Critical Enquiry at the Intersection of Politics, Policy and Society
Edited by Emma Carmel
Chapter 2: Regimes of governing practices, socio-political order and contestation
In this chapter I theorise governance as regimes of governing practices that produce socio-political orders over time. Public policy that is produced in, and itself produces, governing practices may have a privileged role in such regimes and has significant implications for the production and reproduction of socio-political orders. To develop this argument, I interrogate key conceptualisations of state, statehood and governing, paying close attention to their emergence, unfolding and dynamic relationships over time.
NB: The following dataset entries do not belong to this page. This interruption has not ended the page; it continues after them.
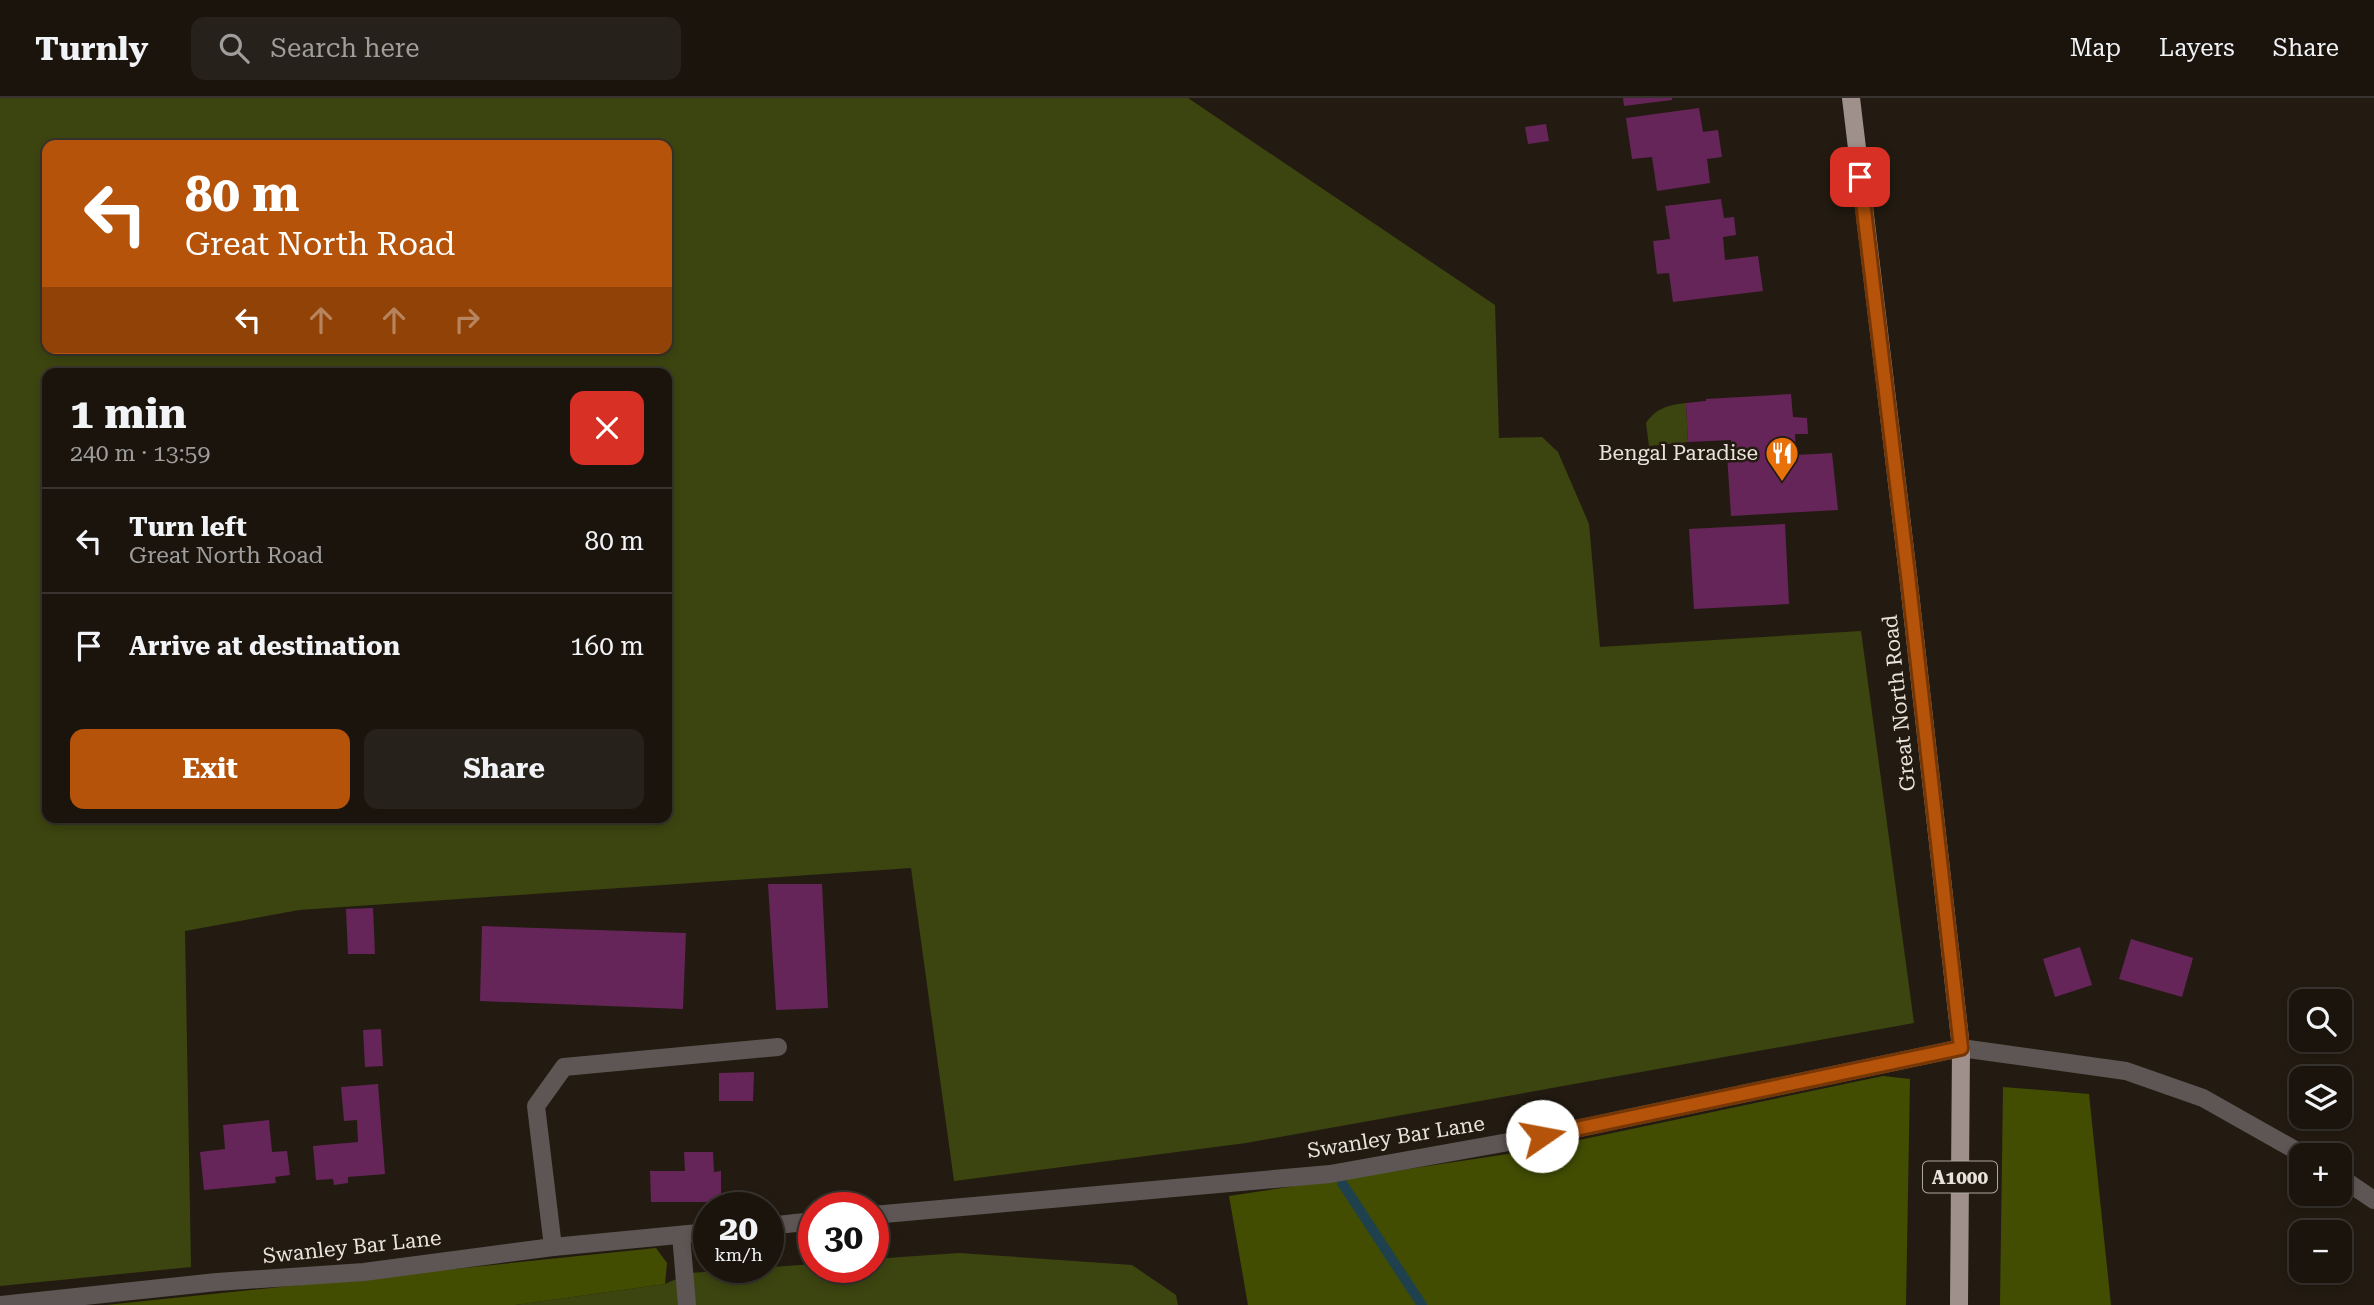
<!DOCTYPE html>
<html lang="en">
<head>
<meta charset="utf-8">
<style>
  body { margin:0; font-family:"Roboto Serif",serif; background:#27211b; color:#f1f3f6; height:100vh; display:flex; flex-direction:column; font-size:26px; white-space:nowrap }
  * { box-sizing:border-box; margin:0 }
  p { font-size:23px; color:#9f9e9d }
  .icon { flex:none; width:38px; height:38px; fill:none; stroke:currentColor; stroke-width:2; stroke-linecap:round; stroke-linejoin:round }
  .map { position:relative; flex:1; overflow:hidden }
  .side { position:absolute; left:42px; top:270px; width:630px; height:455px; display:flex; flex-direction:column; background:#1a140d; border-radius:14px; box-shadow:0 4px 10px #0003,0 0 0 2px #38332e }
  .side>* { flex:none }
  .hud { position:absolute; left:42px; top:42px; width:630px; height:214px; border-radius:14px; box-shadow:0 4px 10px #0003,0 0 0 2px #38332e; background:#b45309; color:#fff; overflow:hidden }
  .buttons { position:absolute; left:2289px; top:891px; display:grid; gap:14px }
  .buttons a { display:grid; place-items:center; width:63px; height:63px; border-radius:14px; background:#1a140d; box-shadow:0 4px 10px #0003,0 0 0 2px #38332e; font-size:35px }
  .speed { position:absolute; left:693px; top:1094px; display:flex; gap:14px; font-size:35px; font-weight:700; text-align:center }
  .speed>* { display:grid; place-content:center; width:91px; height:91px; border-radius:50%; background:#1a140d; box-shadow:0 4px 10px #0003,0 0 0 2px #38332e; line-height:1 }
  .speed small { font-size:18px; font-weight:400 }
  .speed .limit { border:10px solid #d22; background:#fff; color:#111 }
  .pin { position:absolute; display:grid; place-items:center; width:60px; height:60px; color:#fff; margin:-30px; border-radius:14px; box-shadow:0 4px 10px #0006 }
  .me { position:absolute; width:77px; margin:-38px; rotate:78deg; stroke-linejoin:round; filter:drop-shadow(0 0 5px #0008) }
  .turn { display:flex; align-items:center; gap:24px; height:147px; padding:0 28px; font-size:32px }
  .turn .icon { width:91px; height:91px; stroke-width:2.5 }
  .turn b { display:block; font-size:49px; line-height:60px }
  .lanes { display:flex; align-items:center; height:66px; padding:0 28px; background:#0003; justify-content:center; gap:35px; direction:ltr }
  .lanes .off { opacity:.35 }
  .round { display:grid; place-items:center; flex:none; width:74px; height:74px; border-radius:14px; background:#27211b }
  .overview { display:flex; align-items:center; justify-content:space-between; height:119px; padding:0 28px }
  h1 { font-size:42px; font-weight:700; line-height:52px }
  .cta { display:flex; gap:14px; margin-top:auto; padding:14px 28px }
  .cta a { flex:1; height:80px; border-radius:14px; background:#b45309; color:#fff; font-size:28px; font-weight:700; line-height:80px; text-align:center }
  .cta a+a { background:#27211b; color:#f1f3f6 }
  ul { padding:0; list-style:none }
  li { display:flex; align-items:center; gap:21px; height:105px; padding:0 28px; border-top:2px solid #38332e }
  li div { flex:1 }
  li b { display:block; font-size:26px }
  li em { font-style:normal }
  header { display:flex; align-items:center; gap:42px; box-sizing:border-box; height:98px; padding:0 35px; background:#1a140d; border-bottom:2px solid #38332e }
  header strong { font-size:33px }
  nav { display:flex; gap:38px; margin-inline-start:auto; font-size:24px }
  .search { width:490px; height:63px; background:#27211b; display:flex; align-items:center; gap:18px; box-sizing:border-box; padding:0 24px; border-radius:14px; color:#9f9e9d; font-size:26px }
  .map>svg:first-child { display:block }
  .green { fill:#3c4510; fill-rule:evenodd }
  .forest { fill:#424d02 }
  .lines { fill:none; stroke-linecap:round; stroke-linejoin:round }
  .stream { stroke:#1e414d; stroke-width:10 }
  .building { fill:#652559 }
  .lane { stroke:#5e5654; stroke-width:18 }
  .street { stroke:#5e5654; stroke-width:18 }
  .primary { stroke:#9f908c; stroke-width:18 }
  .route-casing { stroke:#753606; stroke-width:18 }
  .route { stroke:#b45309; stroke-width:12 }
  .labels { text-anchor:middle; stroke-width:5; stroke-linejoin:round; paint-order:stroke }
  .shield { fill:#231b11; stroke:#aea79f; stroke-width:2 }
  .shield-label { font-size:19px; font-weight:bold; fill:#e9e3dc }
  .poi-label { font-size:21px; fill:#e9e3dc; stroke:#231b11; text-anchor:end }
  .street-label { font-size:21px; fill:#e9e3dc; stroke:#231b11 }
</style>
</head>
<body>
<header>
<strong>Turnly</strong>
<div class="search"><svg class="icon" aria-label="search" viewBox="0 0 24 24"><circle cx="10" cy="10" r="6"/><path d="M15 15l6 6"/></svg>Search here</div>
<nav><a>Map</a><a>Layers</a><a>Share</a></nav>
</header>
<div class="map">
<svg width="2374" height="1207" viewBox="0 0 2374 1207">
  <rect width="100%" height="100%" fill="#231b11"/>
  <!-- green -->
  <g class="green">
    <path d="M 0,0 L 1188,0 L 1495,207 L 1499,340 L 1542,339 L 1558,354 L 1589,426 L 1600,549 L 1861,533 L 1914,925 L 1246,1045 L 954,1083 L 911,770 L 299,812 L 185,833 L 191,1169 L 0,1188 ZM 47,47 L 667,47 L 667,250 L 47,250 ZM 47,275 L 667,275 L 667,719 L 47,719 Z"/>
    <path d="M 1686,305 L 1688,344 L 1649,348 L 1646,325 C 1656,310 1669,307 1686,305 Z"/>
    <path d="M 959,1155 L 1132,1167 L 1176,1197 L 1178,1207 L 515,1207 L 665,1186 L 690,1175 L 814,1166 L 814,1169 L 873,1169 L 873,1161 Z"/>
  </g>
  <!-- forest -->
  <g class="forest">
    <path d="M 1883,978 L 1910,981 L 1906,1207 L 1248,1207 L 1229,1098 L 1527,1053 Z"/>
    <path d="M 2003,989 L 2089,996 L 2111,1207 L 2000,1207 Z"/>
    <path d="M 656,1150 L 667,1165 L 665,1186 L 515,1207 L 106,1207 Z"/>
  </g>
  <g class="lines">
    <!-- stream -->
    <path class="stream" d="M 1342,1085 L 1422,1207"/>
  </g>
  <!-- building -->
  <g class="building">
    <path d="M 1623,0 L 1672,0 L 1672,2 L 1624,8 Z"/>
    <path d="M 1699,10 L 1703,34 L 1718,32 L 1722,59 L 1707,61 L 1710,85 L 1657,93 L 1652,59 L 1632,61 L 1626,20 Z"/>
    <path d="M 1546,26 L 1549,43 L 1528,46 L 1525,29 Z"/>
    <path d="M 1721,101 L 1724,120 L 1734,119 L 1736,137 L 1723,139 L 1725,162 L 1758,158 L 1763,193 L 1673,204 L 1669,175 L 1657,176 L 1653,143 L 1670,141 L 1665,108 Z"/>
    <path d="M 1791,296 L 1793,319 L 1807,320 L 1808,336 L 1795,336 L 1796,357 L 1832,355 L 1838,412 L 1731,418 L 1727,356 L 1731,356 L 1731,342 L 1688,344 L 1686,305 L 1706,303 L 1706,301 Z"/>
    <path d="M 1785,426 L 1789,506 L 1694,511 L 1689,431 Z"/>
    <path d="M 768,786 L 822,786 L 828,910 L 776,912 Z"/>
    <path d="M 373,810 L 375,856 L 348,856 L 346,811 Z"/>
    <path d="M 482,828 L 686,835 L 683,911 L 480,903 Z"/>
    <path d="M 2131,841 L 2193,860 L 2182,899 L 2119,881 Z"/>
    <path d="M 2080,849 L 2092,887 L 2055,899 L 2043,861 Z"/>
    <path d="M 381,931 L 383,968 L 365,969 L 363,932 Z"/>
    <path d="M 754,974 L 753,1003 L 719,1003 L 719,975 Z"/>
    <path d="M 378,986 L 385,1076 L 348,1079 L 348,1085 L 334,1087 L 333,1081 L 316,1082 L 313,1048 L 358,1044 L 357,1022 L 344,1023 L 341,989 Z"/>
    <path d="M 269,1022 L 272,1054 L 287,1053 L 290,1077 L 275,1079 L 276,1085 L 204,1092 L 200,1054 L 225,1051 L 223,1027 Z"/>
    <path d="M 684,1054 L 713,1054 L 714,1074 L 721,1073 L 721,1104 L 651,1104 L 650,1073 L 685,1073 Z"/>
  </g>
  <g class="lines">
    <!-- lane -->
    <g class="lane">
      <path d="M 1961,950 L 2126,973 L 2203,1000 L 2304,1057"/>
      <path d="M 2340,1079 L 2374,1102"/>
      <path d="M 681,1137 L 687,1207"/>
      <path d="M 553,1149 L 536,1008 L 564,969 L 778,949"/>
    </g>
    <!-- street -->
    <g class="street">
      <path d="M 873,1117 L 1330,1076 L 1542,1038 L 1961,950"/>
      <path d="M 768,1128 L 814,1123"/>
      <path d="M 0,1207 L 217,1184 L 364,1174 L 553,1149 L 709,1134"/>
    </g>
    <!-- primary -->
    <path class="primary" d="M 1851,0 L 1908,477 L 1961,950 L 1959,1207"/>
  </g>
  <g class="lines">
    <defs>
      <path id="route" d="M 1542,1038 L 1961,950 L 1908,477 L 1860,79"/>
    </defs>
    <!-- route casing -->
    <use href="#route" class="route-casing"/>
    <!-- route -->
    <use href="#route" class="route"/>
  </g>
  <!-- icons -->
  <defs>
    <symbol id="restaurant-pin" viewBox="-11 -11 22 30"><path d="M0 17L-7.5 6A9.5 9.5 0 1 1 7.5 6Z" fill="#e8710a" stroke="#231b11"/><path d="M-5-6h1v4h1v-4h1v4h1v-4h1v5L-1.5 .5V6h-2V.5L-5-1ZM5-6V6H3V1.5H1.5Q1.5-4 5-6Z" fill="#fff"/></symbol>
  </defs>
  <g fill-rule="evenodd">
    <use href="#restaurant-pin" x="1763" y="336" width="38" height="52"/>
  </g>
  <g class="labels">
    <!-- shield labels -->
    <rect class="shield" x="1923" y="1063.5" width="74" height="31" rx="5"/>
    <g class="shield-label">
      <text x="1960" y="1086">A1000</text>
    </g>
    <!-- poi labels -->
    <g class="poi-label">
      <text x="1758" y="362">Bengal Paradise</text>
    </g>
    <!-- street labels -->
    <g class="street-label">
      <text transform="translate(1899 605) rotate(-96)" y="7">Great North Road</text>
      <text transform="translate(1396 1039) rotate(-9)" y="7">Swanley Bar Lane</text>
      <text transform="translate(352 1149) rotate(-6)" y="7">Swanley Bar Lane</text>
    </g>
  </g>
</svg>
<div class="buttons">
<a><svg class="icon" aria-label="search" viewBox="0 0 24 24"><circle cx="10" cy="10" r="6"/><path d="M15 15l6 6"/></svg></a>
<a><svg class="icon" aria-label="layers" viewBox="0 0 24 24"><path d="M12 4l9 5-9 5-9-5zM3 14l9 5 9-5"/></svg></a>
<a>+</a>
<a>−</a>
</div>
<div class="speed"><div>20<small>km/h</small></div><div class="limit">30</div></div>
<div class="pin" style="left:1860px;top:79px;background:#d93025"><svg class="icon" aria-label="arrive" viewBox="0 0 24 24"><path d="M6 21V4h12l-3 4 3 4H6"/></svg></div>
<svg class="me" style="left:1542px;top:1038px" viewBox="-20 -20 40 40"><circle r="19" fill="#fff"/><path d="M0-13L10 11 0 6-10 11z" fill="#b45309"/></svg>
<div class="hud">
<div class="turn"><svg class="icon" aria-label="left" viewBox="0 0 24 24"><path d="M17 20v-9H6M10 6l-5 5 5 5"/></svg><div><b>80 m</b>Great North Road</div></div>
<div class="lanes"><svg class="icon" aria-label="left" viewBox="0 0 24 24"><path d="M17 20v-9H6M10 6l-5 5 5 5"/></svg><svg class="icon off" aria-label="ahead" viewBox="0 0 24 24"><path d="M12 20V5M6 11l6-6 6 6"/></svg><svg class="icon off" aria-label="ahead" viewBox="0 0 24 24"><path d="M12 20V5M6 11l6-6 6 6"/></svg><svg class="icon off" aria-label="right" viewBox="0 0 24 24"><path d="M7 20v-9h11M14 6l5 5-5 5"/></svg></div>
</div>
<section class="side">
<div class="overview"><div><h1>1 min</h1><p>240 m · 13:59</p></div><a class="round" style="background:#d93025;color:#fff"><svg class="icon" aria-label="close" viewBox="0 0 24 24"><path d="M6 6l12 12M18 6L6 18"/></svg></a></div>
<ul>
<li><svg class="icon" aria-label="left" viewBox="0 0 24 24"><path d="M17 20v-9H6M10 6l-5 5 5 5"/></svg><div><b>Turn left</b><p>Great North Road</p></div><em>80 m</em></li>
<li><svg class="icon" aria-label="arrive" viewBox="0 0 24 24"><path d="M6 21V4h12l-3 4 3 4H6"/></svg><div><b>Arrive at destination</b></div><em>160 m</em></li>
</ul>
<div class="cta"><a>Exit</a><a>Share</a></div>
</section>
</div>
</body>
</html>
In particular, drawing on post-colonial and de-colonial understandings of the state, statehood and state practices, I argue that governing practices may be only loosely coupled to statehood, public policy and regulation. This conceptualisation of governance brings two aspects of governing that are usually treated separately into a unified field of vision: both the processes of governing and the goals of governing. In governance analysis, policymaking processes are analysed as aspects of the reproduction, contestation and transformation of socio-political order(s). At the same time, policy goals and purposes are examined as aspects of regimes of governing practices to explain how specific policies contribute to the reproduction of governing arrangements and power relations over time. This conceptualisation of governance also enables us to enrich and synthesise two major currents of contemporary thinking about the state and policymaking. We account both for the importance of discourse, meaning-making and semiosis, and also for how power materialises in institutions, objects and social interactions among socially embedded actors.